In the field, trainees will learn the importance of seawater flow rates, sieve and bag sizes, and oyster seed sizes and densities. They will also learn field grow-out methods, such as “rack and bag.” Trips to commercial facilities will acquaint the trainees with alternative grow-out methods.
It’s these field activities that Domalewski finds most appealing. Domalewski, who has a degree in Biology from ODU, says she’d like to “pursue the more hands-on aspects of aquaculture, with an eye toward oyster restoration.” Aquaculture, especially hatchery operations, are essential for restoration activities with native oysters in the Bay.

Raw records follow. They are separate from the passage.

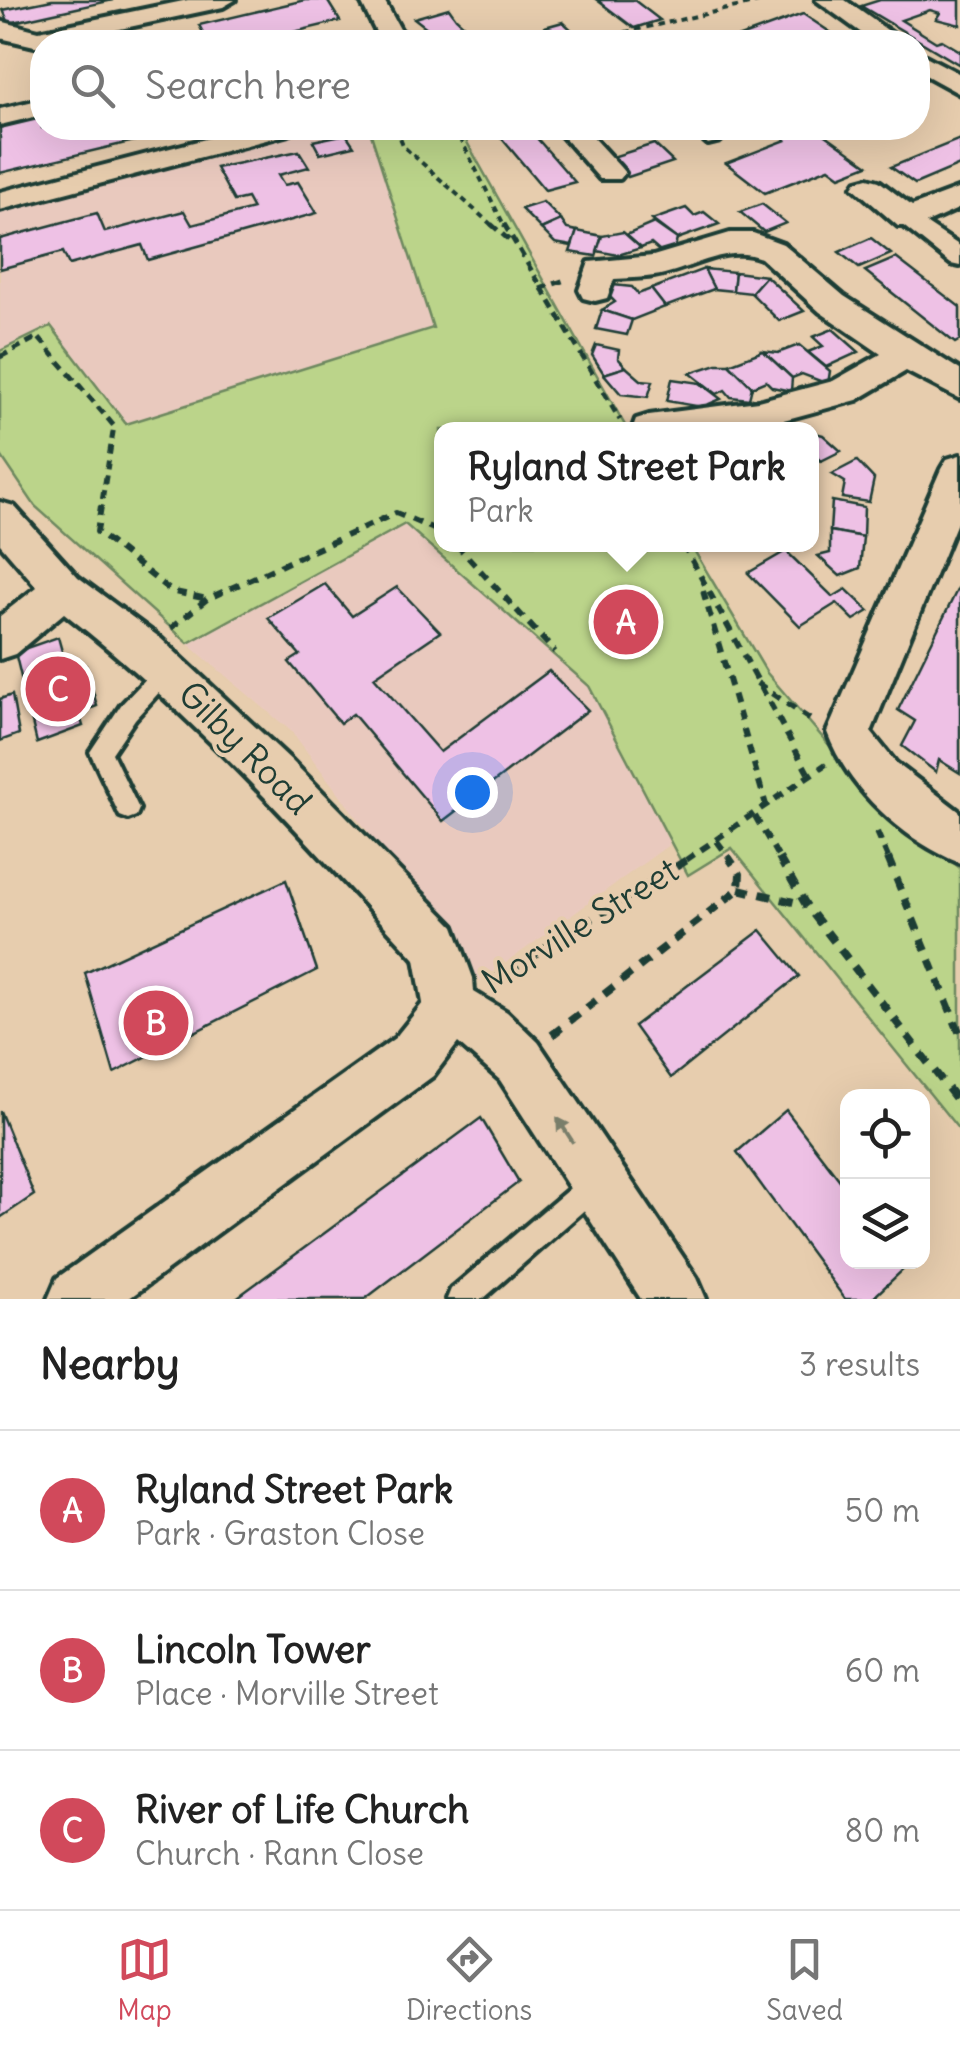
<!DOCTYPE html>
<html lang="en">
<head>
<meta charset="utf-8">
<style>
	:root { --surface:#fff; --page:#f2f2f2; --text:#222; --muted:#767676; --line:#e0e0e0; --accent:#d1495b }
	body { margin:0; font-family:Delius,sans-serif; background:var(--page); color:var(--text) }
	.controls { position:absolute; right:30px; bottom:30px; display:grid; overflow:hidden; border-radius:20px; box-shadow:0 10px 40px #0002 }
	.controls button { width:90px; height:90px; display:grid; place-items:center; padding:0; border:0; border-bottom:2px solid var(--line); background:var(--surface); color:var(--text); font:50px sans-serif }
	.you { position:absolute; left:472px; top:792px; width:35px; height:35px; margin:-25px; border:8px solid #fff; border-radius:50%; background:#1a73e8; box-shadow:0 0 0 15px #1a73e833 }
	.badge { display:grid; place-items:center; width:65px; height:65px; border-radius:50%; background:var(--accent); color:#fff; font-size:32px; font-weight:700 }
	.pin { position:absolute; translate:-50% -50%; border:5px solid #fff; box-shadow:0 2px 10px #0006 }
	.popup { position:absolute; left:434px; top:422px; width:385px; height:130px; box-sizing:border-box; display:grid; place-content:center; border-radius:20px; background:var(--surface); filter:drop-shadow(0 2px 8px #0005); font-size:32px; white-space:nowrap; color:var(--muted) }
	.popup b { font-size:38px; color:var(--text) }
	.popup::after { content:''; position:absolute; left:50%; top:100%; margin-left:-20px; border:20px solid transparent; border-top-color:var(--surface) }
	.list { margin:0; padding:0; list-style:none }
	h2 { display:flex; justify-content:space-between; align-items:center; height:130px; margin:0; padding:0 40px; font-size:42px }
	h2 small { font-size:32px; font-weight:400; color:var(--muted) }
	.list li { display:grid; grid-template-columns:65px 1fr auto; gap:30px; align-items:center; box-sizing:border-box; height:160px; padding:0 40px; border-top:2px solid var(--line) }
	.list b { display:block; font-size:38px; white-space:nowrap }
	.list p { margin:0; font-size:32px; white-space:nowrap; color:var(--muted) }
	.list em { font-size:32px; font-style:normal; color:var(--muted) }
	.icon { flex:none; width:55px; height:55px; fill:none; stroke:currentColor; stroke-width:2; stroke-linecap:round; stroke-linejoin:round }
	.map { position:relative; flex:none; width:960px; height:1299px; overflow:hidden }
	.search { position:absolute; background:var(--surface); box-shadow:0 10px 40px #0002; left:30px; right:30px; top:30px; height:110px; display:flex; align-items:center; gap:25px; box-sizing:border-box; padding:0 35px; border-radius:40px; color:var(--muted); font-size:38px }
	.sheet { height:610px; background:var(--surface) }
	nav { display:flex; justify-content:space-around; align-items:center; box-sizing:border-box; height:140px; border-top:2px solid var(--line); background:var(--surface); font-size:28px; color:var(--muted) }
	nav a { display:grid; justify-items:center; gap:5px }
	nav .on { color:var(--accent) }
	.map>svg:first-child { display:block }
	.built { fill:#e9c9be }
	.green { fill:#bbd48a; stroke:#6d885f; stroke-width:2.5 }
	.building { fill:#eec1e5; stroke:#1f3d34; stroke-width:2.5 }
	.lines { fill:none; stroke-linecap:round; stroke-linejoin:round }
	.service-casing { stroke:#1f3d34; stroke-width:8 }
	.pedestrian-casing { stroke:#1f3d34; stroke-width:8 }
	.minor-casing { stroke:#1f3d34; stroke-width:8 }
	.path-far3 { stroke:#1f3d34; stroke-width:4; stroke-dasharray:6 5; stroke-linecap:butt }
	.path-far2 { stroke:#1f3d34; stroke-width:5; stroke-dasharray:9 6; stroke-linecap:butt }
	.path-far1 { stroke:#1f3d34; stroke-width:6; stroke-dasharray:10 8; stroke-linecap:butt }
	.path { stroke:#1f3d34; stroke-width:8; stroke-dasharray:12 10; stroke-linecap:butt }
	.service { fill:#e7cdae; fill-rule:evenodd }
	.pedestrian { fill:#e7cdae; fill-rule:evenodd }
	.minor { fill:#e7cdae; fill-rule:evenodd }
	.oneway { fill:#797e6b }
	.labels { text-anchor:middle; stroke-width:8; stroke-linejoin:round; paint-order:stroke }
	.street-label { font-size:35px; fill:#1f3d34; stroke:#e7cdae }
</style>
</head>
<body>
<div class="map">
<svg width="960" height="1299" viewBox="0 0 960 1299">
	<rect width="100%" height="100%" fill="#e7cdae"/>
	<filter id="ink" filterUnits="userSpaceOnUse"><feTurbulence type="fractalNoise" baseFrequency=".01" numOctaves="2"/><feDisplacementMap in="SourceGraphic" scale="20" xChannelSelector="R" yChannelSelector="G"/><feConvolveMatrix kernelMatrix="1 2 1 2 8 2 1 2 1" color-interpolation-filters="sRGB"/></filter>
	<g filter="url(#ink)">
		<g class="built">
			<polygon points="326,128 369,128 434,328 126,425 52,326 0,351 0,210"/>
			<polygon points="405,524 589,686 670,844 481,981 292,732 188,644"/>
		</g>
		<polygon class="green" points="369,128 459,128 627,429 441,430 441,544 691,545 767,673 880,804 960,868 960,1131 732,848 688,875 589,686 405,524 188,643 35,506 0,454 0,351 51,326 126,424 433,328"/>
		<g class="building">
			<polygon points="52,0 113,0 9,23 3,10"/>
			<polygon points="305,0 327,0 340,21 252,42 218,42 214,37 206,38 199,25"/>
			<polygon points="597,0 634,0 660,20 634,28"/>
			<polygon points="880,0 960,0 960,25 936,19 940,13 930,10 901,20 936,42 942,40 960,51 960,65 861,6"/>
			<polygon points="449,8 456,18 483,42 445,42 414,18"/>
			<polygon points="803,14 830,32 791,42 726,42"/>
			<polygon points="563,22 577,35 551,42 507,42 549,31 545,27"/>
			<polygon points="42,116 42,128 189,128 0,173 0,126"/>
			<polygon points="493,128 528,128 575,182 545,190"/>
			<polygon points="816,128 868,165 840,176 829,168 765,193 726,163 786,140 781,135"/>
			<polygon points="346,134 354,146 320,154 313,141"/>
			<polygon points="960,139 960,165 915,184 891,167"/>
			<polygon points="654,144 673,162 628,177 609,158"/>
			<polygon points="299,151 309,167 278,175 284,185 298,182 317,213 148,260 142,245 69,265 63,252 0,269 0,239 97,213 105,232 184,211 192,225 253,209 247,198 234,201 216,168"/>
			<polygon points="543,202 561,220 541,229 521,209"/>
			<polygon points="762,204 786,223 764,232 740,212"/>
			<polygon points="686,208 694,216 704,212 719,224 677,239 652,220"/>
			<polygon points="561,220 567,229 577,231 572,246 555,243 541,229"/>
			<polygon points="654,223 677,239 674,252 659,251 651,244 641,248 626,235"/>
			<polygon points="577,231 602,236 596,256 570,252"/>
			<polygon points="623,232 641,248 618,255 597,251 602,236"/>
			<polygon points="871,238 891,254 859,268 839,252"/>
			<polygon points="896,258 960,307 960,340 955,343 865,271"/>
			<polygon points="704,269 735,272 733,291 714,289"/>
			<polygon points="704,269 714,289 665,307 651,289"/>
			<polygon points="735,272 766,276 751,293 733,291"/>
			<polygon points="766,276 804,311 779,321 751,293"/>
			<polygon points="613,285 632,287 638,294 651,289 665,307 632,320 602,310 615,302 610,297"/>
			<polygon points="602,310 632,320 627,335 596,329"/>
			<polygon points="833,329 859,352 826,367 808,352 823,346 813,337"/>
			<polygon points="596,345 619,350 618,358 626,367 604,374 592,355"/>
			<polygon points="799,345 830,371 828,384 802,374 792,378 763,351 778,353"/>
			<polygon points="763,351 792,378 791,391 772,387 766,381 752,387 729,364"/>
			<polygon points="717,364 729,364 752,387 749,399 731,397 725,390 717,394 690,373"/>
			<polygon points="626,367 641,380 653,381 648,397 621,394 604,374"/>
			<polygon points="672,379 700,383 721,399 702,407 667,401"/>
			<polygon points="811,432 823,435 841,451 821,461 811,452"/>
			<polygon points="857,461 874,479 869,502 842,498 845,482 832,474"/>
			<polygon points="832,501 864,507 863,537 830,531"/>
			<polygon points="830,531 863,537 860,568 840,576 818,556 830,553"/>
			<polygon points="786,551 833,597 846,589 869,611 854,620 837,603 800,626 748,573"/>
			<polygon points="325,584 352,616 397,587 440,632 374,677 440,752 549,671 588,710 443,821 353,714 340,723 289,662 300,655 268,618"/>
			<polygon points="960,584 960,773 939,760 936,772 902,746 915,721 898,710"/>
			<polygon points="58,637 68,673 86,666 97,706 79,713 83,726 37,743 15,652"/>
			<polygon points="12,695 19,734 0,741 0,699"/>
			<polygon points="286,880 317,970 114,1073 85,973"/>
			<polygon points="761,930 799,976 671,1078 634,1026"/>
			<polygon points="786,1110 848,1191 848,1262 902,1262 906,1267 872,1299 845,1299 737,1152"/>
			<polygon points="0,1111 34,1195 0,1218"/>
			<polygon points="481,1118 519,1182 365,1299 235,1299"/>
		</g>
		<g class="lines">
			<defs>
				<g id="service">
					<polygon points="690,128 705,128 720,141 708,144"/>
					<polygon points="166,662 173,665 176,671 173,677 135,719 112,753 139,809 136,816 128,819 120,816 90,752 121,705 159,665"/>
					<polygon points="597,1169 606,1173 610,1182 606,1191 483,1299 447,1299 451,1289 588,1173"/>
				</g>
				<polygon id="pedestrian" points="909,212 960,246 960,266 951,264 901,224 897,219 901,214"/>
				<g id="minor">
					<polygon points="188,0 235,0 223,7 59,42 42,42 39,47 0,38 0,21 39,31"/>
					<polygon points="360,0 384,0 407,42 381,42"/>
					<polygon points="816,0 845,0 904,42 874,42"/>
					<polygon points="918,52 960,74 960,94 918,71"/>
					<polygon points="42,99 42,115 0,125 0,109"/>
					<polygon points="248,128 293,128 289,134 0,210 0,192"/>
					<polygon points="555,128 584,128 620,167 625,173 620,179 600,179"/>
					<polygon points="868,178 879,181 912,206 960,188 960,208 920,226 898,226 853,187 857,181"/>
					<path d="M730 233H753L783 244 844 296 960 370V399L906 371 857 400 758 427 632 430 636 419 649 415 758 401 833 381 881 354 820 312 761 258C725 243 689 271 654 276 641 278 627 278 614 279L607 298 595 301 583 298 579 290 589 262 653 256Z"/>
					<path d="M960 455V515L871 732 896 763 960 812V863C903 840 848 789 827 732L941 469 947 459Z"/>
					<path d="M0 502 14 506 78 577 159 637 292 761 454 926 473 978 474 992 507 1012 538 1042 697 1278 706 1299H641L500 1080 458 1043 433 1076 128 1299H48L57 1278 395 1038 423 1003 415 959C304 838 194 714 64 613L15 654 0 659V616L37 587 0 544Z"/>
				</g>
			</defs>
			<use href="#service" class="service-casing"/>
			<use href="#pedestrian" class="pedestrian-casing"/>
			<use href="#minor" class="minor-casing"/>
			<g class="path-far3">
				<polyline points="582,42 767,0"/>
				<polyline points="396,128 404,147 494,227"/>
				<polyline points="455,128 505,227"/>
			</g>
			<g class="path-far2">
				<polyline points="491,224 510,241"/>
				<polyline points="504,224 620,420"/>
				<polyline points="540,289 565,280"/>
				<polyline points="0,357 38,337 114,426 101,508"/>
			</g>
			<g class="path-far1">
				<polyline points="101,506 97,532 171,591 207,599"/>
				<polyline points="456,544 555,652"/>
				<polyline points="683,544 808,773"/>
				<polyline points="703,591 766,805"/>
				<polyline points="171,628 207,599 396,513 441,532"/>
				<polyline points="757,683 815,723"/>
				<polyline points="755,816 780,860"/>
				<polyline points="877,832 889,860"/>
				<polyline points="717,841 731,860"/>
				<polyline points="686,860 826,764"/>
			</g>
			<g class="path">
				<polyline points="779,858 806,905 960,1104"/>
				<polyline points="888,858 960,1034"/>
				<polyline points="739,889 806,905"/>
				<polyline points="489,983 690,858"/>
				<polyline points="552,1035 739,889 740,874 729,858"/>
			</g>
			<use href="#service" class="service"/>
			<use href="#pedestrian" class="pedestrian"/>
			<use href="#minor" class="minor"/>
		</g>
		<defs><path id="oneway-solid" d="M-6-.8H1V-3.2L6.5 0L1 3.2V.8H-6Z" transform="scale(2.5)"/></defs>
		<use class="oneway" href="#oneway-solid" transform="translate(565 1130) rotate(-123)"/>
	</g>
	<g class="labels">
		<g class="street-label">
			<text transform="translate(245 748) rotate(45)" y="12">Gilby Road</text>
			<text transform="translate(580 926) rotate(-32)" y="12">Morville Street</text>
		</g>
	</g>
</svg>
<div class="controls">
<button><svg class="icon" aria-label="locate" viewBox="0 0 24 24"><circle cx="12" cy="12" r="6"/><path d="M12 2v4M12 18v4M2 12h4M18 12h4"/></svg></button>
<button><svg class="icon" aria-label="layers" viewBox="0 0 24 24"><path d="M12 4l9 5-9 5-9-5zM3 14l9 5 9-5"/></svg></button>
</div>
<div class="you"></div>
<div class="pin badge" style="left:626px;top:622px">A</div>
<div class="popup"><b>Ryland Street Park</b>Park</div>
<div class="pin badge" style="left:156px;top:1023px">B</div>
<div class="pin badge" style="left:58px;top:689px">C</div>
<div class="search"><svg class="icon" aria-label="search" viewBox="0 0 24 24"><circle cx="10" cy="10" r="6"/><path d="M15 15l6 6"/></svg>Search here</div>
</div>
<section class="sheet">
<h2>Nearby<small>3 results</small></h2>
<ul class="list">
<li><span class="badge">A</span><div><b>Ryland Street Park</b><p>Park · Graston Close</p></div><em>50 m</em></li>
<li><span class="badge">B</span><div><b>Lincoln Tower</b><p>Place · Morville Street</p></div><em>60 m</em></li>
<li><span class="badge">C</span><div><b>River of Life Church</b><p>Church · Rann Close</p></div><em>80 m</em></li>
</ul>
</section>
<nav>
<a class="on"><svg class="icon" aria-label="map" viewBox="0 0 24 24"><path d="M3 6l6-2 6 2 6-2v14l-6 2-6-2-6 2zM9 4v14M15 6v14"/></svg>Map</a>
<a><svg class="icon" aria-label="directions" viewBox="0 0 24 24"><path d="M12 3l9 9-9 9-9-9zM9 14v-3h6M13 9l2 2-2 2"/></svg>Directions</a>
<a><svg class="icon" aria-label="saved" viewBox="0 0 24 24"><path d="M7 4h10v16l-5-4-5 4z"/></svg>Saved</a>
</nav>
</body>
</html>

During the laboratory rotation, participants will use a technique called flow cytometry to identify if an oyster is fertile or sterile. Allen pioneered the genetic technique that imbues sterility; many growers prefer sterile oysters because these animals can divert energy from reproduction to growth, allowing them to reach market size before succumbing to the diseases that have decimated the Bay’s population of wild oysters.
Trainees will broaden their experiences by training with other groups, such as the Chesapeake Bay Foundation, where they can learn about oyster culture in the context of restoration and spat-on-shell production. Training opportunities also occur farther afield. OAT trainees recently visited Martinsville to experience tilapia culture, and future rotations are scheduled at the Haskin Shellfish Research Lab at Rutgers University in New Jersey and at the Horn Point hatchery at the University of Maryland.
By exposing trainees to various styles of aquaculture, the program hopes to give a broad perspective and appreciation for flexibility in methods of culture. “Growing oysters for research is not necessarily the modus operandi of commercial producers,” says Allen. “By the end of the program, trainees will have a broad understanding of oyster aquaculture and will have gained the skills needed to perform tasks in both oyster hatchery and field operations.
Allen notes that the program also benefits his own research operations by "providing seasonal help for the busiest time of the year in the VIMS research hatchery."